Literature DB >> 25789942

Intravenous ketamine during spinal and general anaesthesia for caesarean section: systematic review and meta-analysis.

M Heesen1, J Böhmer, E C V Brinck, V K Kontinen, S Klöhr, R Rossaint, S Straube.   

Abstract

BACKGROUND: Intravenous ketamine has been used during general and regional anaesthesia for caesarean section. No systematic review and meta-analysis on the desired effects and adverse effects of ketamine administration during caesarean section have yet been performed.
METHODS: After a systematic literature search a meta-analysis was conducted with the random effects model. Weighted mean difference (WMD) or risk ratio and 95% confidence intervals (CIs) were computed.
RESULTS: Twelve randomised controlled double-blind trials comprising 953 patients were included: seven studies reported on spinal anaesthesia and five on general anaesthesia.

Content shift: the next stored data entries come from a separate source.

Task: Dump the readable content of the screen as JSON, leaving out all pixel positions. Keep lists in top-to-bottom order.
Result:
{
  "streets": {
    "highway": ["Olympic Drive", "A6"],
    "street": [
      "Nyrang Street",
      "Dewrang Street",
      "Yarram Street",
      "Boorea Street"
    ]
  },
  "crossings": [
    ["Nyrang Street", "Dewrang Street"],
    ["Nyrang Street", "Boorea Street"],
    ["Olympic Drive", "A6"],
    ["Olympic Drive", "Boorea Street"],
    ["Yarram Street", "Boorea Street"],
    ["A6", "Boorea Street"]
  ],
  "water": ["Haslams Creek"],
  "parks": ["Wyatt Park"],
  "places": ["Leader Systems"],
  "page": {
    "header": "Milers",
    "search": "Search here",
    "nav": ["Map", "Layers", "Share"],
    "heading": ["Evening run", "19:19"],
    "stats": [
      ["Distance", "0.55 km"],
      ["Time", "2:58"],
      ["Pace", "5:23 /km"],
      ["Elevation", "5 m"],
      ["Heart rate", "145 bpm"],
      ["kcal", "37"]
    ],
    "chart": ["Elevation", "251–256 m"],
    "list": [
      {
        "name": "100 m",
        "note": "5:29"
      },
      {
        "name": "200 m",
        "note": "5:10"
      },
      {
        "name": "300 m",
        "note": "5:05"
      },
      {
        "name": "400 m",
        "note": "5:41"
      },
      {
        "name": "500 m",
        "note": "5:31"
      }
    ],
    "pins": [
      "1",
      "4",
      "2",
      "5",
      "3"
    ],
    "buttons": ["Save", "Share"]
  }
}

Significant differences in the aforementioned outcome variables were found only in the spinal anaesthesia studies. In the spinal anaesthesia studies the time to the first analgesic request was significantly longer in ketamine-treated women, the WMD was 49.36 min (95% CI 43.31-55.41); visual analogue scale pain scores at rest 2 h after surgery were significantly lower. No differences were observed for maternal nausea, vomiting, pruritus, and psychomimetic effects. Only few data were found for neonatal outcomes.
CONCLUSIONS: We conclude that ketamine enhances post-operative analgesia after caesarean section under spinal anaesthesia. There is a paucity of data for several maternal adverse effects as well as for neonatal well-being. Further studies are needed for general anaesthesia.
© 2015 The Acta Anaesthesiologica Scandinavica Foundation. Published by John Wiley & Sons Ltd.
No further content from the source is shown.